§ Exercise prompt
Pick out every line of the entries below where "tertiary" occurs, and copy those lines.

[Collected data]
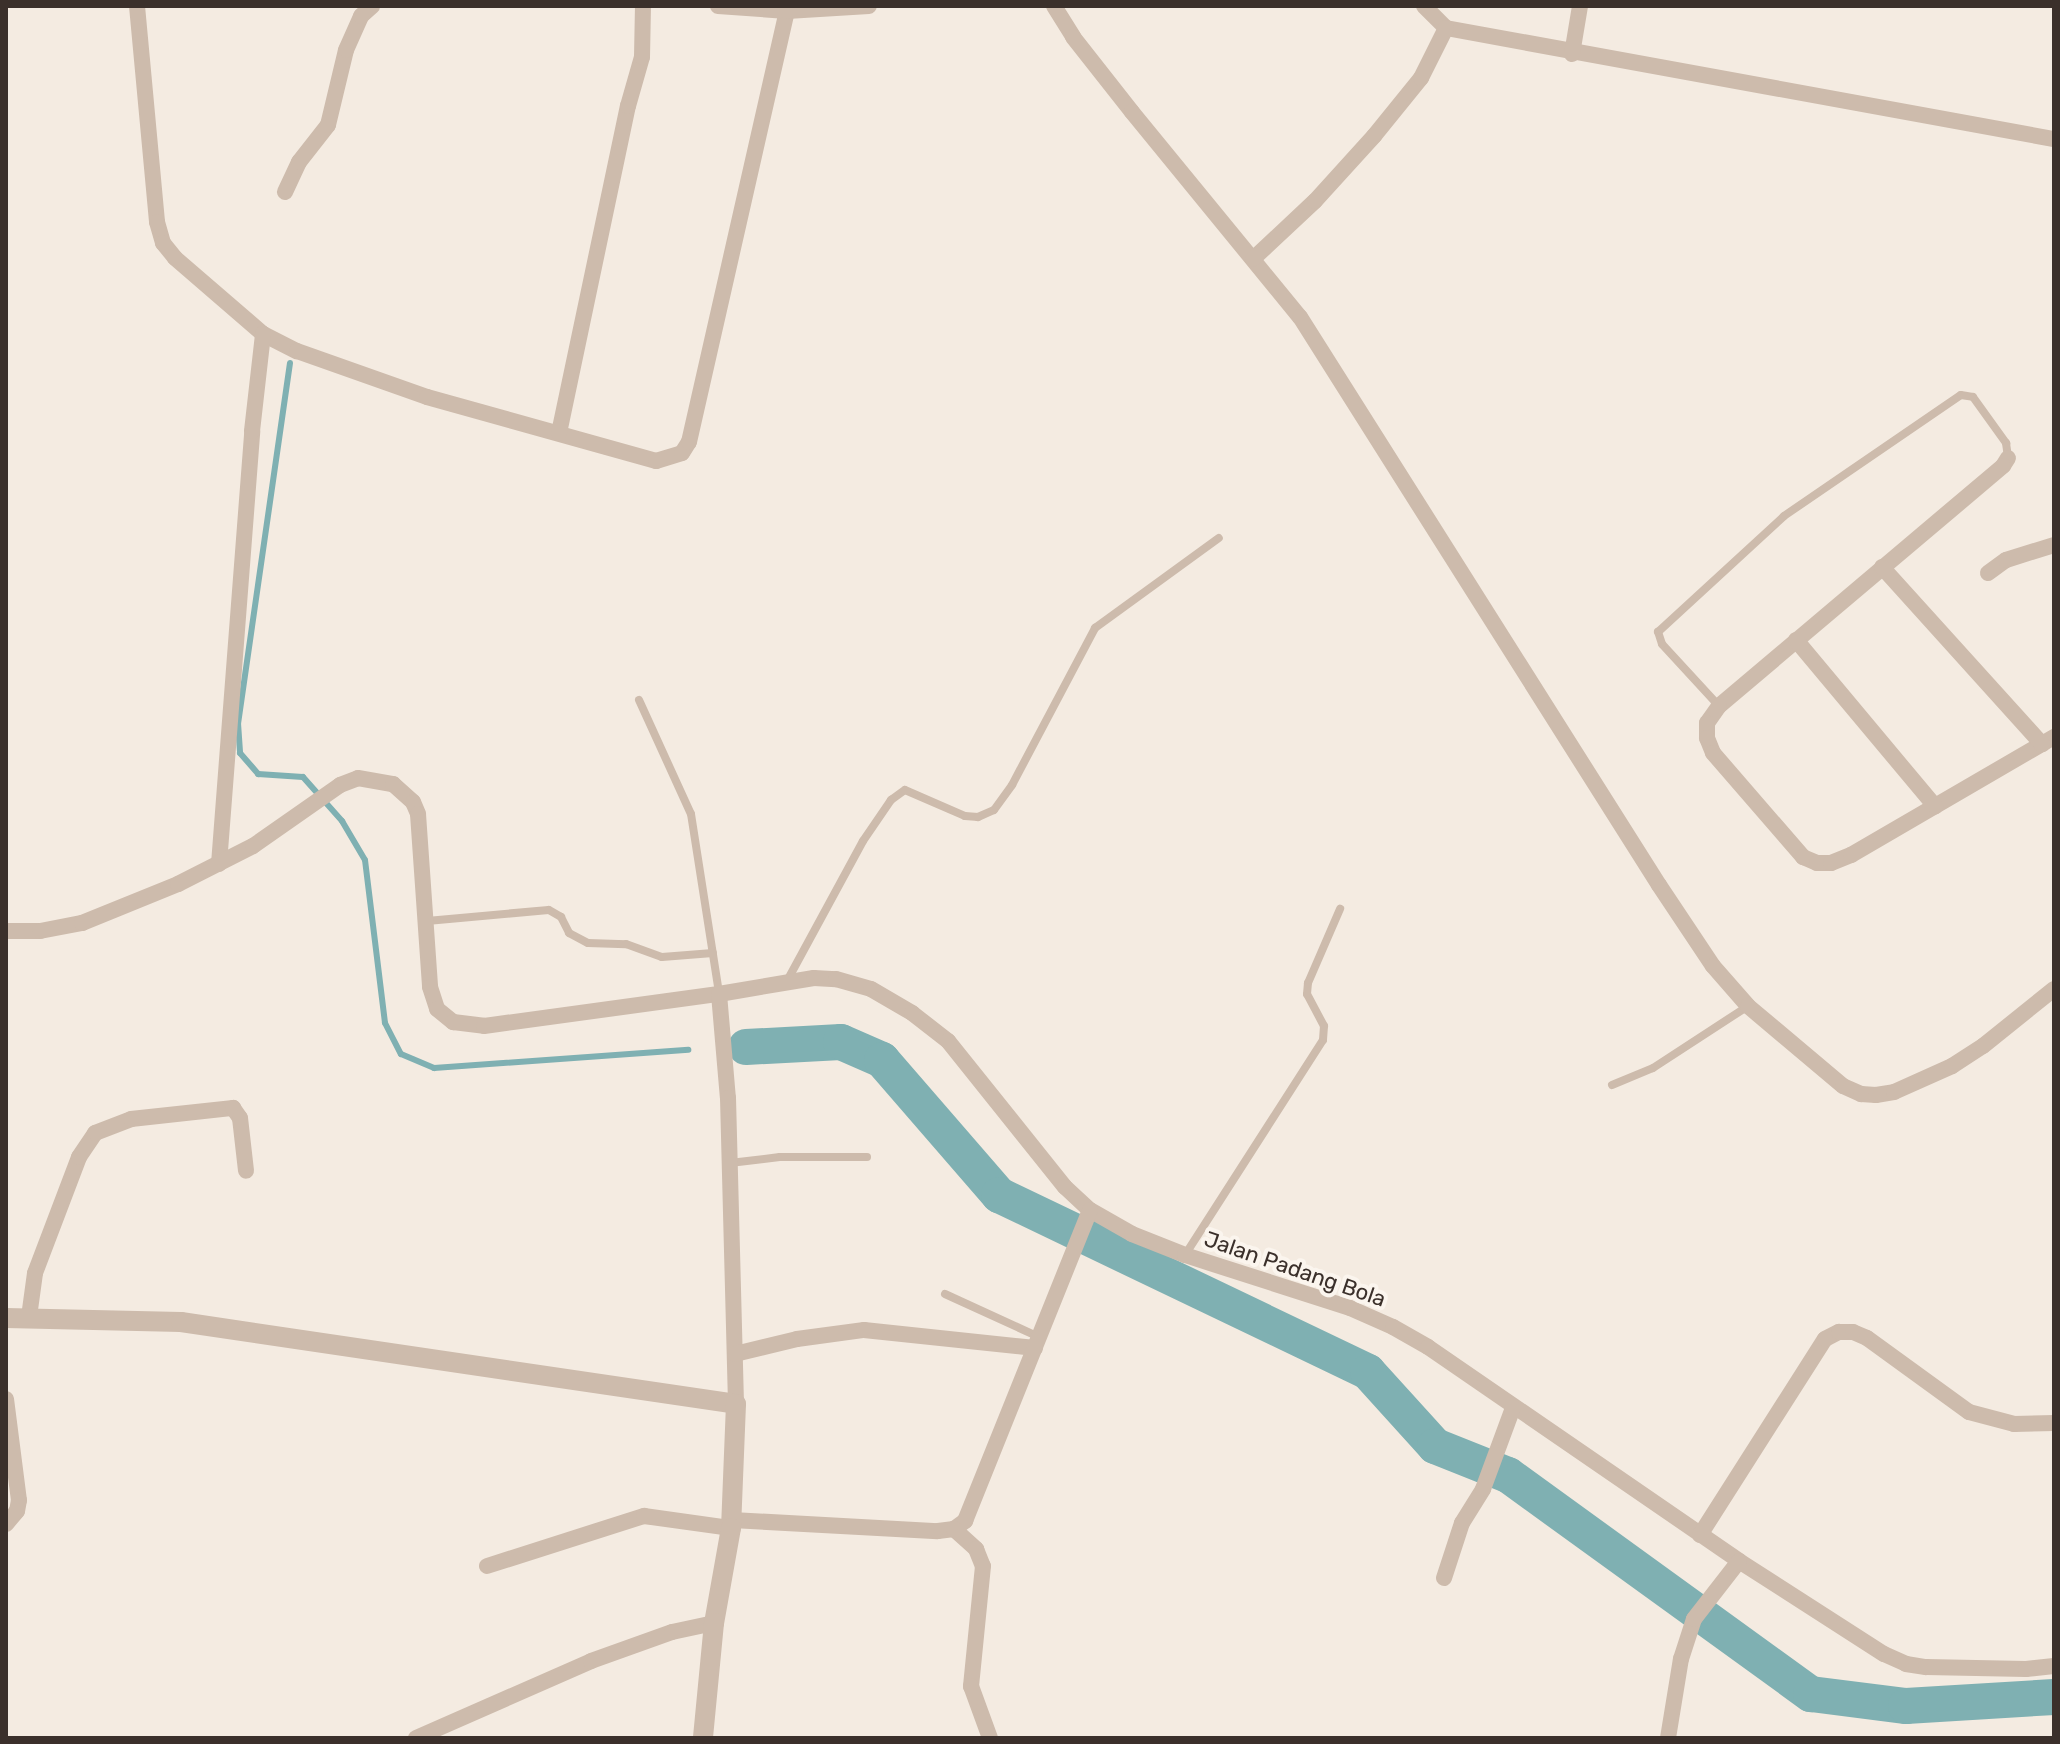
<!DOCTYPE html>
<style>
body{margin:0}
#map{position:relative;width:2060px;height:1744px;overflow:hidden;background:#f4ebe1;font-family:Rubik,sans-serif}
div>[style]{position:absolute}
.stream>*{height:6px;margin:-3px;padding:0 3px;transform-origin:3px;border-radius:3px;background:#7fb0b2}
.river>*{height:36px;margin:-18px;padding:0 18px;transform-origin:18px;border-radius:18px;background:#7fb0b2}
.service>*{height:8px;margin:-4px;padding:0 4px;transform-origin:4px;border-radius:4px;background:#cdbbac}
.minor>*{height:16px;margin:-8px;padding:0 8px;transform-origin:8px;border-radius:8px;background:#cdbbac}
.tertiary>*{height:20px;margin:-10px;padding:0 10px;transform-origin:10px;border-radius:10px;background:#cdbbac}
span{translate:-50% -50%;white-space:nowrap;text-align:center;line-height:1.15;-webkit-text-stroke:8px #fbf5ee;paint-order:stroke}
.street-label{font-size:22px;color:#3b302b}
.frame{position:absolute;inset:0;border:8px solid #3b302b;pointer-events:none}
</style>
<div id="map">
<div class="stream">
<i style="left:290px;top:363px;width:364px;rotate:98.2deg"></i>
<i style="left:238px;top:723px;width:30px;rotate:86deg"></i>
<i style="left:240px;top:753px;width:28px;rotate:49deg"></i>
<i style="left:258px;top:774px;width:45px;rotate:3.8deg"></i>
<i style="left:303px;top:777px;width:59px;rotate:48.4deg"></i>
<i style="left:342px;top:821px;width:45px;rotate:59.5deg"></i>
<i style="left:365px;top:860px;width:164px;rotate:83deg"></i>
<i style="left:385px;top:1023px;width:35px;rotate:63deg"></i>
<i style="left:401px;top:1054px;width:36px;rotate:23deg"></i>
<i style="left:434px;top:1068px;width:255px;rotate:-4.1deg"></i>
</div>
<div class="river">
<i style="left:746px;top:1047px;width:95px;rotate:-3deg"></i>
<i style="left:841px;top:1042px;width:45px;rotate:23.7deg"></i>
<i style="left:882px;top:1060px;width:179px;rotate:49.1deg"></i>
<i style="left:999px;top:1195px;width:409px;rotate:25.6deg"></i>
<i style="left:1368px;top:1372px;width:100px;rotate:47.8deg"></i>
<i style="left:1435px;top:1446px;width:79px;rotate:21.7deg"></i>
<i style="left:1508px;top:1475px;width:374px;rotate:35.9deg"></i>
<i style="left:1811px;top:1694px;width:96px;rotate:7.2deg"></i>
<i style="left:1906px;top:1706px;width:148px;rotate:-3.5deg"></i>
</div>
<div class="service">
<i style="left:639px;top:700px;width:125px;rotate:65.5deg"></i>
<i style="left:691px;top:814px;width:181px;rotate:81.1deg"></i>
<i style="left:1719px;top:706px;width:84px;rotate:-132.6deg"></i>
<i style="left:1662px;top:644px;width:13px;rotate:-108deg"></i>
<i style="left:1658px;top:632px;width:171px;rotate:-42.6deg"></i>
<i style="left:1784px;top:516px;width:214px;rotate:-34.4deg"></i>
<i style="left:1961px;top:395px;width:12px;rotate:9deg"></i>
<i style="left:1973px;top:397px;width:57px;rotate:54.3deg"></i>
<i style="left:2006px;top:443px;width:15px;rotate:82deg"></i>
<i style="left:427px;top:921px;width:122px;rotate:-5.2deg"></i>
<i style="left:549px;top:910px;width:14px;rotate:30deg"></i>
<i style="left:561px;top:917px;width:18px;rotate:63deg"></i>
<i style="left:569px;top:933px;width:21px;rotate:28deg"></i>
<i style="left:588px;top:943px;width:38px;rotate:2deg"></i>
<i style="left:626px;top:944px;width:38px;rotate:20deg"></i>
<i style="left:662px;top:957px;width:51px;rotate:-4.5deg"></i>
<i style="left:787px;top:981px;width:159px;rotate:-61.5deg"></i>
<i style="left:863px;top:841px;width:50px;rotate:-55.7deg"></i>
<i style="left:891px;top:800px;width:17px;rotate:-36deg"></i>
<i style="left:905px;top:790px;width:65px;rotate:23.4deg"></i>
<i style="left:965px;top:816px;width:13px;rotate:4deg"></i>
<i style="left:978px;top:817px;width:17px;rotate:-24deg"></i>
<i style="left:994px;top:810px;width:31px;rotate:-54deg"></i>
<i style="left:1012px;top:785px;width:178px;rotate:-62.1deg"></i>
<i style="left:1095px;top:628px;width:153px;rotate:-36deg"></i>
<i style="left:1612px;top:1085px;width:44px;rotate:-22.5deg"></i>
<i style="left:1653px;top:1068px;width:113px;rotate:-33.1deg"></i>
<i style="left:730px;top:1163px;width:50px;rotate:-6.8deg"></i>
<i style="left:780px;top:1157px;width:87px"></i>
<i style="left:1185px;top:1255px;width:255px;rotate:-57.3deg"></i>
<i style="left:1323px;top:1040px;width:14px;rotate:-86deg"></i>
<i style="left:1324px;top:1026px;width:36px;rotate:-118deg"></i>
<i style="left:1307px;top:994px;width:11px;rotate:-85deg"></i>
<i style="left:1308px;top:983px;width:81px;rotate:-66.6deg"></i>
<i style="left:945px;top:1294px;width:103px;rotate:24.6deg"></i>
</div>
<div class="minor">
<i style="left:137px;top:6px;width:217px;rotate:84.7deg"></i>
<i style="left:157px;top:222px;width:22px;rotate:74deg"></i>
<i style="left:163px;top:243px;width:19px;rotate:51deg"></i>
<i style="left:175px;top:258px;width:116px;rotate:40.8deg"></i>
<i style="left:263px;top:334px;width:38px;rotate:27deg"></i>
<i style="left:297px;top:351px;width:138px;rotate:19.5deg"></i>
<i style="left:427px;top:397px;width:238px;rotate:15.6deg"></i>
<i style="left:656px;top:461px;width:27px;rotate:-17deg"></i>
<i style="left:682px;top:453px;width:13px;rotate:-58deg"></i>
<i style="left:689px;top:442px;width:442px;rotate:-77.2deg"></i>
<i style="left:718px;top:6px;width:69px;rotate:4.1deg"></i>
<i style="left:787px;top:11px;width:82px;rotate:-3.5deg"></i>
<i style="left:1054px;top:6px;width:36px;rotate:58deg"></i>
<i style="left:1073px;top:37px;width:95px;rotate:51.8deg"></i>
<i style="left:1132px;top:112px;width:265px;rotate:50.7deg"></i>
<i style="left:1300px;top:317px;width:672px;rotate:57.71deg"></i>
<i style="left:1659px;top:885px;width:97px;rotate:56.3deg"></i>
<i style="left:1713px;top:966px;width:53px;rotate:48.8deg"></i>
<i style="left:1748px;top:1006px;width:124px;rotate:40.1deg"></i>
<i style="left:1843px;top:1086px;width:20px;rotate:24deg"></i>
<i style="left:1861px;top:1094px;width:15px;rotate:4deg"></i>
<i style="left:1876px;top:1095px;width:18px;rotate:-9deg"></i>
<i style="left:1894px;top:1092px;width:64px;rotate:-24.1deg"></i>
<i style="left:1952px;top:1066px;width:37px;rotate:-33deg"></i>
<i style="left:1983px;top:1046px;width:91px;rotate:-38.8deg"></i>
<i style="left:1424px;top:6px;width:31px;rotate:45deg"></i>
<i style="left:1446px;top:28px;width:618px;rotate:10.35deg"></i>
<i style="left:1572px;top:54px;width:49px;rotate:-80.5deg"></i>
<i style="left:285px;top:192px;width:33px;rotate:-65deg"></i>
<i style="left:299px;top:162px;width:47px;rotate:-51.9deg"></i>
<i style="left:328px;top:125px;width:77px;rotate:-76.5deg"></i>
<i style="left:346px;top:50px;width:37px;rotate:-66deg"></i>
<i style="left:361px;top:16px;width:15px;rotate:-42deg"></i>
<i style="left:1253px;top:259px;width:85px;rotate:-43.1deg"></i>
<i style="left:1315px;top:201px;width:88px;rotate:-47.8deg"></i>
<i style="left:1374px;top:136px;width:75px;rotate:-51deg"></i>
<i style="left:1421px;top:78px;width:56px;rotate:-63.4deg"></i>
<i style="left:559px;top:433px;width:334px;rotate:-78.1deg"></i>
<i style="left:628px;top:106px;width:51px;rotate:-74.1deg"></i>
<i style="left:642px;top:57px;width:51px;rotate:-88.9deg"></i>
<i style="left:2008px;top:458px;width:9px;rotate:122deg"></i>
<i style="left:2003px;top:466px;width:372px;rotate:139.8deg"></i>
<i style="left:1719px;top:706px;width:21px;rotate:125deg"></i>
<i style="left:1707px;top:723px;width:15px;rotate:90deg"></i>
<i style="left:1707px;top:738px;width:16px;rotate:68deg"></i>
<i style="left:1713px;top:753px;width:138px;rotate:49.1deg"></i>
<i style="left:1803px;top:857px;width:15px;rotate:23deg"></i>
<i style="left:1817px;top:863px;width:14px"></i>
<i style="left:1831px;top:863px;width:22px;rotate:-22deg"></i>
<i style="left:1851px;top:855px;width:235px;rotate:-30.2deg"></i>
<i style="left:1882px;top:567px;width:239px;rotate:47.9deg"></i>
<i style="left:1988px;top:573px;width:22px;rotate:-36deg"></i>
<i style="left:2006px;top:560px;width:50px;rotate:-17.4deg"></i>
<i style="left:1796px;top:640px;width:217px;rotate:50.1deg"></i>
<i style="left:219px;top:864px;width:434px;rotate:-85.6deg"></i>
<i style="left:252px;top:431px;width:98px;rotate:-83.5deg"></i>
<i style="left:6px;top:931px;width:34px"></i>
<i style="left:40px;top:931px;width:43px;rotate:-10.8deg"></i>
<i style="left:82px;top:923px;width:104px;rotate:-22.1deg"></i>
<i style="left:178px;top:884px;width:84px;rotate:-26.9deg"></i>
<i style="left:253px;top:846px;width:106px;rotate:-35deg"></i>
<i style="left:340px;top:785px;width:19px;rotate:-21deg"></i>
<i style="left:358px;top:778px;width:36px;rotate:10deg"></i>
<i style="left:393px;top:784px;width:27px;rotate:42deg"></i>
<i style="left:413px;top:802px;width:13px;rotate:67deg"></i>
<i style="left:418px;top:814px;width:173px;rotate:86deg"></i>
<i style="left:430px;top:987px;width:23px;rotate:72deg"></i>
<i style="left:437px;top:1009px;width:21px;rotate:39deg"></i>
<i style="left:453px;top:1022px;width:31px;rotate:7deg"></i>
<i style="left:484px;top:1026px;width:237px;rotate:-7.8deg"></i>
<i style="left:719px;top:994px;width:96px;rotate:-9.6deg"></i>
<i style="left:814px;top:978px;width:22px;rotate:3deg"></i>
<i style="left:836px;top:979px;width:36px;rotate:16deg"></i>
<i style="left:871px;top:989px;width:48px;rotate:30.3deg"></i>
<i style="left:912px;top:1013px;width:46px;rotate:37.9deg"></i>
<i style="left:948px;top:1041px;width:187px;rotate:51.3deg"></i>
<i style="left:1065px;top:1187px;width:34px;rotate:43deg"></i>
<i style="left:1090px;top:1210px;width:48px;rotate:29.7deg"></i>
<i style="left:1132px;top:1234px;width:57px;rotate:21.6deg"></i>
<i style="left:1185px;top:1255px;width:173px;rotate:17.8deg"></i>
<i style="left:1350px;top:1308px;width:47px;rotate:23.8deg"></i>
<i style="left:1393px;top:1327px;width:40px;rotate:29.7deg"></i>
<i style="left:1428px;top:1347px;width:378px;rotate:34.5deg"></i>
<i style="left:1739px;top:1561px;width:172px;rotate:32.7deg"></i>
<i style="left:1884px;top:1654px;width:24px;rotate:24deg"></i>
<i style="left:1906px;top:1664px;width:20px;rotate:9deg"></i>
<i style="left:1926px;top:1667px;width:100px;rotate:1.1deg"></i>
<i style="left:2026px;top:1669px;width:28px;rotate:-6deg"></i>
<i style="left:719px;top:994px;width:104px;rotate:85.1deg"></i>
<i style="left:728px;top:1098px;width:306px;rotate:88.5deg"></i>
<i style="left:29px;top:1317px;width:44px;rotate:-82.2deg"></i>
<i style="left:35px;top:1273px;width:124px;rotate:-69.2deg"></i>
<i style="left:79px;top:1157px;width:29px;rotate:-56deg"></i>
<i style="left:95px;top:1133px;width:39px;rotate:-21deg"></i>
<i style="left:131px;top:1119px;width:103px;rotate:-6.2deg"></i>
<i style="left:233px;top:1108px;width:12px;rotate:55deg"></i>
<i style="left:240px;top:1118px;width:53px;rotate:83.5deg"></i>
<i style="left:735px;top:1354px;width:64px;rotate:-13.6deg"></i>
<i style="left:797px;top:1339px;width:68px;rotate:-7.7deg"></i>
<i style="left:864px;top:1330px;width:172px;rotate:6deg"></i>
<i style="left:6px;top:1399px;width:102px;rotate:82.7deg"></i>
<i style="left:19px;top:1500px;width:11px;rotate:100deg"></i>
<i style="left:17px;top:1511px;width:17px;rotate:130deg"></i>
<i style="left:732px;top:1520px;width:206px;rotate:3.1deg"></i>
<i style="left:938px;top:1531px;width:16px;rotate:-7deg"></i>
<i style="left:954px;top:1529px;width:14px;rotate:-36deg"></i>
<i style="left:965px;top:1521px;width:335px;rotate:-68.1deg"></i>
<i style="left:954px;top:1529px;width:30px;rotate:42deg"></i>
<i style="left:976px;top:1549px;width:18px;rotate:68deg"></i>
<i style="left:983px;top:1566px;width:121px;rotate:95.7deg"></i>
<i style="left:971px;top:1686px;width:55px;rotate:69.9deg"></i>
<i style="left:1700px;top:1535px;width:232px;rotate:-57.5deg"></i>
<i style="left:1825px;top:1339px;width:16px;rotate:-27deg"></i>
<i style="left:1839px;top:1332px;width:14px"></i>
<i style="left:1853px;top:1332px;width:15px;rotate:23deg"></i>
<i style="left:1867px;top:1338px;width:126px;rotate:36deg"></i>
<i style="left:1969px;top:1412px;width:47px;rotate:14.9deg"></i>
<i style="left:2014px;top:1424px;width:40px;rotate:-1.4deg"></i>
<i style="left:487px;top:1566px;width:165px;rotate:-17.7deg"></i>
<i style="left:644px;top:1516px;width:88px;rotate:7.9deg"></i>
<i style="left:1444px;top:1578px;width:58px;rotate:-71.9deg"></i>
<i style="left:1462px;top:1523px;width:40px;rotate:-58deg"></i>
<i style="left:1483px;top:1489px;width:86px;rotate:-69.7deg"></i>
<i style="left:416px;top:1738px;width:191px;rotate:-23.7deg"></i>
<i style="left:591px;top:1661px;width:86px;rotate:-19.7deg"></i>
<i style="left:672px;top:1632px;width:43px;rotate:-12.1deg"></i>
<i style="left:1668px;top:1738px;width:80px;rotate:-80.7deg"></i>
<i style="left:1681px;top:1659px;width:42px;rotate:-72deg"></i>
<i style="left:1694px;top:1619px;width:73px;rotate:-52.2deg"></i>
</div>
<div class="tertiary">
<i style="left:6px;top:1318px;width:175px;rotate:1.3deg"></i>
<i style="left:181px;top:1322px;width:561px;rotate:8.4deg"></i>
<i style="left:736px;top:1404px;width:124px;rotate:92.3deg"></i>
<i style="left:731px;top:1528px;width:97px;rotate:100.1deg"></i>
<i style="left:714px;top:1623px;width:116px;rotate:95.5deg"></i>
</div>
<div class="street-label">
<span style="left:1295px;top:1269px;rotate:19deg">Jalan Padang Bola</span>
</div>
<div class="frame"></div>
</div>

§ Answer box
.tertiary>*{height:20px;margin:-10px;padding:0 10px;transform-origin:10px;border-radius:10px;background:#cdbbac}
<div class="tertiary">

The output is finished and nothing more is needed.